Happy new year!
I am still working on the tool I presented above. I made several rounds of rework, that’s why it takes so much time. I hope to release it soon, but I would like to test it further, to make it as robust as possible against unexpected events.
I would like to show you here a view of the data collected with this tool.
So far, the tool downloaded the data of 178383 “Unknown” observations from these places:
- Central America, South America,
- Mexico,
- Alabama, Arizona, Arkansas, California, Florida, Georgia, Louisiana, Mississippi, New Mexico, North Carolina, Oklahoma, South Carolina, Tennessee, Texas,
- Hawaii.
The tool generates a “best ID” (similar to the “We are pretty sure this is in…”) for every observation and I was curious to generate a report to show the taxonomic distribution of these many “Unknown”.
This report shows the (guessed) distribution of these 178383 “Unknown” observations down to the rank Infraclass:
Every raw shows 3 numbers.
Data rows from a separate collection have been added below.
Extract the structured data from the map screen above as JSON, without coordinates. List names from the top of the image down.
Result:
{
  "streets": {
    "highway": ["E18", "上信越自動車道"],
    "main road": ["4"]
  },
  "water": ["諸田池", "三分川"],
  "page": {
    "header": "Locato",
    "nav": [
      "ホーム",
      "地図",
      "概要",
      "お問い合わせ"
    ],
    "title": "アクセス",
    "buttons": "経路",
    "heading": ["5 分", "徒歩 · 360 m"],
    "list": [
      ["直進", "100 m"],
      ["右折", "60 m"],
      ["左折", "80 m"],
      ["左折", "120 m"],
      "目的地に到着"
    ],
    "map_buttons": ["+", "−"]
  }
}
For instance, the raw Animalia means that, among these 178383 observations, 2187 are guessed to be animals, and 25748 other ones are guessed to be animals with a best ID at a rank between Infraclass (included) and Kingdom (excluded). (Note that these 2187 ones may have a best ID at a lower rank, for instance a Family that would be grafted directly to the Kingdom, without a Class, if it exists). 27935 is simply the total of all of them.
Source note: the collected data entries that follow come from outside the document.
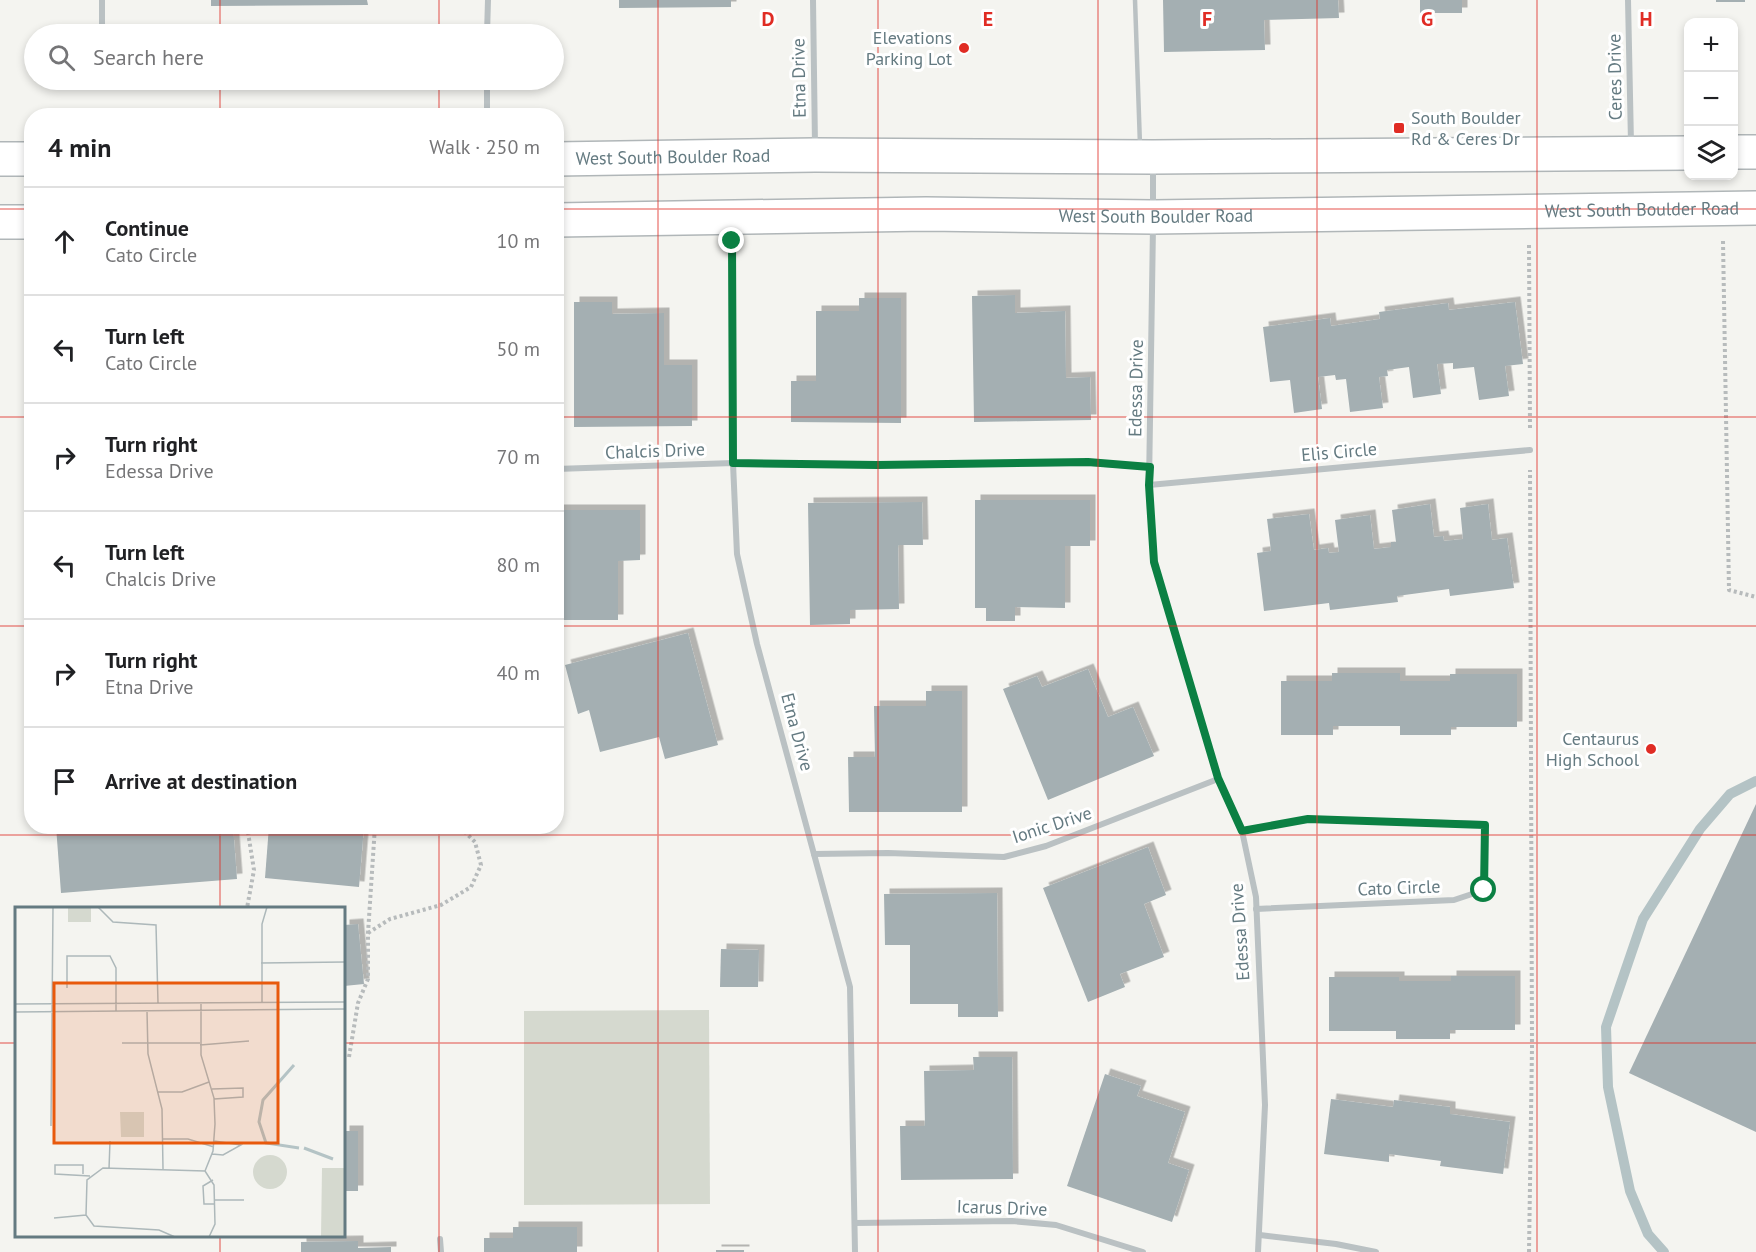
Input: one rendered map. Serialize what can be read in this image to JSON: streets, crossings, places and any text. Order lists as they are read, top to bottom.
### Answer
{
  "streets": {
    "main road": ["West South Boulder Road"],
    "street": [
      "Ceres Drive",
      "Etna Drive",
      "Edessa Drive",
      "Chalcis Drive",
      "Elis Circle",
      "Ionic Drive",
      "Cato Circle",
      "Icarus Drive"
    ]
  },
  "crossings": [
    ["Ceres Drive", "West South Boulder Road"],
    ["Etna Drive", "West South Boulder Road"],
    ["Etna Drive", "Chalcis Drive"],
    ["Etna Drive", "Ionic Drive"],
    ["Etna Drive", "Icarus Drive"],
    ["West South Boulder Road", "Edessa Drive"],
    ["Edessa Drive", "Chalcis Drive"],
    ["Edessa Drive", "Elis Circle"],
    ["Edessa Drive", "Ionic Drive"],
    ["Edessa Drive", "Cato Circle"]
  ],
  "places": {
    "other": ["Elevations Parking Lot", "Centaurus High School"],
    "transit": ["South Boulder Rd & Ceres Dr"]
  },
  "page": {
    "map_buttons": ["+", "−"],
    "search": "Search here",
    "heading": ["4 min", "Walk · 250 m"],
    "list": [
      ["Continue", "Cato Circle", "10 m"],
      ["Turn left", "Cato Circle", "50 m"],
      ["Turn right", "Edessa Drive", "70 m"],
      ["Turn left", "Chalcis Drive", "80 m"],
      ["Turn right", "Etna Drive", "40 m"],
      "Arrive at destination"
    ]
  },
  "grid": {
    "columns": [
      "D",
      "E",
      "F",
      "G",
      "H"
    ]
  }
}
This is part of a more detailed report showing the distribution of these 178383 observations down to the rank Family:
This is part of the most detailed report, showing all the 145 best IDs in the Family Urticaceae:
This means that if you are interested in identifying the Family Urticaceae, you may define this Family as a filter in this tool and then review and identify these 145 observations.